Video games have painted economic pictures – and been economic playgrounds – since the 1980s.  More than three decades of games engaging with complex ideas has helped the serious games movement gain the traction it has today.  Not surprisingly, because they excel at creating controlled, rule-based simulation, video games have even garnered the attention of economists in recent years:  gold farming, micro-transactions, virtual economies roughly the size of Bulgaria.   Who could resist?    

The beauty of video games is the range of things that can be made into an economic lesson.  In-game advertising is set to become a major revenue stream for the industry, and everything from the goods you make to the reputation you create is potentially profitable in a virtual world.  

What has received less attention is the portrayals of the economy video games have put forth.  Simulation games have long been a mainstay of the industry, and economic simulations have numbered among the best sellers in the industry.  Games like Maxis’ SimCity (1989) and Interactive Magic’s Capitalism (1995) engaged the player with their own versions of what capitalism and economic management was about.   These games were successful enough to spawn franchises, but like many popular media texts that touch on economics, these franchises offer a fairly limited and less than critical view of just how complex economics can be.  

More recently, though, games like Electronic Arts’ The Sims (2000) and all its spin-offs offer a distinctly different take on what the economy is about.   While early games focused on maintaining complex systems – cities, nations, business or industries – games like The Sims have shifted the focus to micro-economic moments.  More significantly, they’ve leaped from thinking about the labor theory of value and balancing supply and demand to a wholesale (no pun intended) adherence to the utility theory of value and consumer driven economics.    To be fair, there are jobs in The Sims, but the labor itself is pushed to the margins – who wants a virtual job?  - but the focus is on anything but labor.    Whle such games focus tremendous effort on realistic replication of environment, reflected in lines of code and complex physics algorithms, the ideas themselves rarely are treated as complex.   The lesson of The Sims and in the economies of all those MMORPGs is simple (but by accident or design?):  if you want a better life, buy a better good.    And while there’s evidence of some limited engagement with the problems of these simple portrayals,  there are few examples which are both thoughtful and use the form, let alone offer responses recognizing the problem and the irony of preaching consumption.   It leaves us to wonder whether the active engagement of players that makes video games useful for training, potentially pushes passive acceptance of others? 


I think this analysis is so useful to thinking about the economies of virtual worlds.

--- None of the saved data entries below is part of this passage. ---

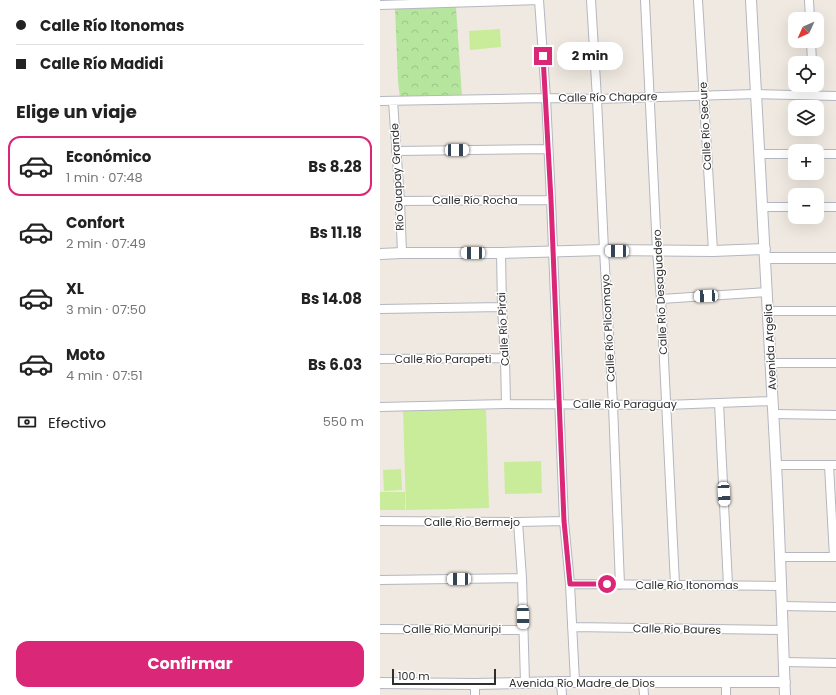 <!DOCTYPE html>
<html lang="es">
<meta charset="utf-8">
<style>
:root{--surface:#fff;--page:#f2f2f2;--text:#222;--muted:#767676;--line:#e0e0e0;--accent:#db2777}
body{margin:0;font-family:Poppins,sans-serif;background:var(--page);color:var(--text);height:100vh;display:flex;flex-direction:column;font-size:15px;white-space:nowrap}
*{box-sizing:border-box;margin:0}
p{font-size:13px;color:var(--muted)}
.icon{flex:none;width:22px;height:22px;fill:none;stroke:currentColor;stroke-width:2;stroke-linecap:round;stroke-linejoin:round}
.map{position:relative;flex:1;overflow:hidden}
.sheet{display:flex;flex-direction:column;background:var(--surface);width:380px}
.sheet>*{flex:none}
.top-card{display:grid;align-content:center;height:88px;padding:0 16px;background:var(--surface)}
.needle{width:26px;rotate:225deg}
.tools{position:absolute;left:408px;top:12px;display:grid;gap:8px}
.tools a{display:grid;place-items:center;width:36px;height:36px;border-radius:8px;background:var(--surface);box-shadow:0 4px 16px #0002;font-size:20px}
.scale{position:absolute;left:12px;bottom:10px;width:104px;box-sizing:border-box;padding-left:4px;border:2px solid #2e2e2e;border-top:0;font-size:11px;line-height:14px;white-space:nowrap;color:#2e2e2e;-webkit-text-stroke:3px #fff;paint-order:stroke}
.end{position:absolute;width:18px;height:18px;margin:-9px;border:5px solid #db2777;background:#fff;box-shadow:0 0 0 2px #fff}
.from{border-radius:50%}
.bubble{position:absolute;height:28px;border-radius:12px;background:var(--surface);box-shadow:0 4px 16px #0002;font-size:13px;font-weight:700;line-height:28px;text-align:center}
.car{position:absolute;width:12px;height:24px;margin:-12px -6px;border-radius:5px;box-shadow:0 0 3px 1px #0007;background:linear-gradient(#fff 24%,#345 0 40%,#fff 0 76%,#345 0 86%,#fff 0)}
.top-card b{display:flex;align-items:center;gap:14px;height:38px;font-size:15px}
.top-card b+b{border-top:1px solid var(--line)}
.top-card i{width:10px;height:10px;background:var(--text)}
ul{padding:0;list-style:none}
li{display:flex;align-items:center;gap:12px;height:60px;margin:0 8px 6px;padding:0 8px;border:2px solid transparent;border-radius:12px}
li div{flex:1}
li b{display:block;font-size:15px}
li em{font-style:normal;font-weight:700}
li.current{border-color:var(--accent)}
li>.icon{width:36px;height:36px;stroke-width:1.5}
h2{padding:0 16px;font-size:18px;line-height:48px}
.pay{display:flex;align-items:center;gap:10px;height:44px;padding:0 16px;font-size:15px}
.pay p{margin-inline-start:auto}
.button{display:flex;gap:8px;margin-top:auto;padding:8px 16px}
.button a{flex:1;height:46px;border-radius:12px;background:var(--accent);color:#fff;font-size:16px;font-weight:700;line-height:46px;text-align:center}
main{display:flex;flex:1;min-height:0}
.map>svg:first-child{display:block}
.forest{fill:url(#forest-crowns)}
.pitch{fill:#c9ec9a}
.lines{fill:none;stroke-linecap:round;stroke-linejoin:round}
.minor-casing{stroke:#b4b7c1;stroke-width:10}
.tertiary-casing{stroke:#b4b7c1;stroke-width:12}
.minor{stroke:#fff;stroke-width:8}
.tertiary{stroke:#fff;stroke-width:10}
.route{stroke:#db2777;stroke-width:5}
.labels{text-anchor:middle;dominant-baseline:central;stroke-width:3;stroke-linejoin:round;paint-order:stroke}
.street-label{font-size:11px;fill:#2e2e2e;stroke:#fff}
</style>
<main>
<section class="sheet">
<div class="top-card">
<b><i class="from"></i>Calle Río Itonomas</b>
<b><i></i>Calle Río Madidi</b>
</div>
<h2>Elige un viaje</h2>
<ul>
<li class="current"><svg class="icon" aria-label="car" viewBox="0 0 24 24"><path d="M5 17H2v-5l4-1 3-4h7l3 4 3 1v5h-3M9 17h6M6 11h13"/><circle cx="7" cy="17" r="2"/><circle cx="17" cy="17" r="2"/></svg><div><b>Económico</b><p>1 min · 07:48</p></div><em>Bs 8.28</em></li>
<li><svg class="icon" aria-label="car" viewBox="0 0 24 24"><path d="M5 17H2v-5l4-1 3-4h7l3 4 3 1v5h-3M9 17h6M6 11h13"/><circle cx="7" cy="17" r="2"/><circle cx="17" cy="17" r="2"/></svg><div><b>Confort</b><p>2 min · 07:49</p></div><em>Bs 11.18</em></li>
<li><svg class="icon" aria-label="car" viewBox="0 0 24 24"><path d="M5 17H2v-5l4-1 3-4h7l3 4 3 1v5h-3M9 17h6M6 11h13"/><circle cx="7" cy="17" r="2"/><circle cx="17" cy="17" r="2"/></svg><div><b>XL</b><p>3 min · 07:50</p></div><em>Bs 14.08</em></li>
<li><svg class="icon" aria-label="car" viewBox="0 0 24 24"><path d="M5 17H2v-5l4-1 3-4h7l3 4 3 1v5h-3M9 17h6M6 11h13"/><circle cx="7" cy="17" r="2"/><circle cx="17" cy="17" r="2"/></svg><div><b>Moto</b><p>4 min · 07:51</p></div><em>Bs 6.03</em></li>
</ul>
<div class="pay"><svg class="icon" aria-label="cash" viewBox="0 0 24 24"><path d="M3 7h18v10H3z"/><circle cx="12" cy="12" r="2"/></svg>Efectivo<p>550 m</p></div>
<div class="button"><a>Confirmar</a></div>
</section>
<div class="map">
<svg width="456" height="695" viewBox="0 0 456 695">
<defs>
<pattern id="forest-crowns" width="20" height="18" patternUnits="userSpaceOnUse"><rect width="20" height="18" fill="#b6e59e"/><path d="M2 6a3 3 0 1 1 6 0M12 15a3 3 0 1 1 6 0" fill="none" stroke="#9dc588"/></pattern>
</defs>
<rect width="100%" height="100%" fill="#efe9e1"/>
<path class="forest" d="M65 5 76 7 82 97 20 98 18 81 15 8Z"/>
<path class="pitch" d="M120 29 121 47 90 50 89 31Z
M23 409 106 410 109 508 26 510Z
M161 461 162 493 125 494 124 462Z
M21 469 22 490 4 491 3 470Z
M0 492H25V510H0Z"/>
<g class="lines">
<g class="minor-casing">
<path id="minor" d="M159 0 166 98 171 200 184 521 190 584 195 682
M211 0 217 99 224 250 233 405 240 585
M265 0 277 251 281 299 295 584
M318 0 333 251
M429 0 430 19
M0 5 159 0
M431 41 432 63
M433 85 434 95
M0 101 166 98 217 99 376 94 456 96
M13 101 20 201 22 253
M16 151 168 149
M379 154H415
M437 154H456
M20 201 171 200
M382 207H415
M437 207H456
M121 253 122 307 125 358 126 404
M281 299 387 292
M0 309 122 307
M388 311H456
M0 359 125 358
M391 363H456
M339 403 348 585
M0 407 126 404 286 405 393 401
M394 414 456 415
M397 465H456
M449 465 454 557
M0 521 138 522 184 521
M138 522 142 578 145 682
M401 557H456
M0 580 142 578
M190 584 401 586
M402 606 456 607
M192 627 403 630
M0 629 143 630
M404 662 456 663
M181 682 182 695
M263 682 264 695
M346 682V695
M95 684V695"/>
</g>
<g class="tertiary-casing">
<path id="tertiary" d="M371 0C379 155 389 310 396 464 400 541 402 618 405 695
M0 254 22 253H121L224 250 333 251 385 249
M385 258H456
M0 683 95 684 181 682H405"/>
</g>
<use href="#minor" class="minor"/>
<use href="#tertiary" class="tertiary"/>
</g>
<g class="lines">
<path class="route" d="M163 56 171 200 184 521 190 584H227"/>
</g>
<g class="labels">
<g class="street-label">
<text transform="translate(228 97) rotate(-1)">Calle Río Chapare</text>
<text transform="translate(325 126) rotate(-93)">Calle Río Secure</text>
<text transform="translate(17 177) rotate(-93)">Río Guapay Grande</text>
<text x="95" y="200">Calle Río Rocha</text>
<text transform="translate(280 292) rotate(-93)">Calle Río Desaguadero</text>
<text transform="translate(228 328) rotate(-93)">Calle Río Pilcomayo</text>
<text transform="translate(123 329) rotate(-93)">Calle Río Pirai</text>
<text transform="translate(390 347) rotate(-93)">Avenida Argelia</text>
<text x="63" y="359">Calle Río Parapeti</text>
<text x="245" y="404">Calle Río Paraguay</text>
<text x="92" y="522">Calle Río Bermejo</text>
<text x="307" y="585">Calle Río Itonomas</text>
<text x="72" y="629">Calle Río Manuripi</text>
<text transform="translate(297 629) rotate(1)">Calle Río Baures</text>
<text x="202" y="683">Avenida Río Madre de Dios</text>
</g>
</g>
</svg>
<div class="tools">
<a><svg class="needle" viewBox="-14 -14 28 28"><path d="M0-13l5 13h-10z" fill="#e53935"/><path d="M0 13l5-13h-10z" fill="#767676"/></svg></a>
<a><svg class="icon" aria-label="locate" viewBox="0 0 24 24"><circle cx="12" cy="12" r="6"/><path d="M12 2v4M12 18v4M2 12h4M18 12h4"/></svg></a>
<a><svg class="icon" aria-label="layers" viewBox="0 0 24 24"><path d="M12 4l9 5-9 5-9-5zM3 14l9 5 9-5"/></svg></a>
<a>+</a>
<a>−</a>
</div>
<div class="scale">100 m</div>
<i class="end from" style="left:227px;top:584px"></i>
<i class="end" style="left:163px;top:56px"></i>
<div class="bubble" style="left:177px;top:42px;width:66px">2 min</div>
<i class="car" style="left:77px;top:150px;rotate:89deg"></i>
<i class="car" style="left:237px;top:251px;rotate:271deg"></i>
<i class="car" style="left:93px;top:253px;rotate:270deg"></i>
<i class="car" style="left:326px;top:296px;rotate:267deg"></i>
<i class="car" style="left:344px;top:494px;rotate:177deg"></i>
<i class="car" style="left:79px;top:579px;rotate:269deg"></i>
<i class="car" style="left:143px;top:617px;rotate:179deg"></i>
</div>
</main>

Since I have somehow completely missed entire generations of video games (I can play Pong), my reply is only to suggest other kinds of narratives that might prove fruitful for consideration, like Grand Theft Auto. What seems fascinating about this game, and its surrounding controversy, is the way it privileges success at the jobs and skills necessary in a criminal economy. I think we often overlook a life of crime as an alternative and often subversive labor and financial world. I'm also thinking about war games and the possible uses of the military-industrial complex required to win. Thanks Randy, you gave me a lot to think about.

I feel like there are some interesting parallels between this and your example, in part because of how video games require the assumption of the "I" position while often obscuring any real ability to act collectively or collaboratively (combat/military games being an obvious - and often problematic exception).   But should we be surprised that video games tend towards competition rather than collaboration when that's a theme of so much of our daily lives?

The GTA example, while something of a lightning rod, is fun because, read as an economic narrative, it tells us that success - no matter how dirty - washes everything clean:  it's okay to be a criminal as long as you're a successful criminal.   Certain criminals are fodder for the actions of the game, while others become off-limits by virtue of their success.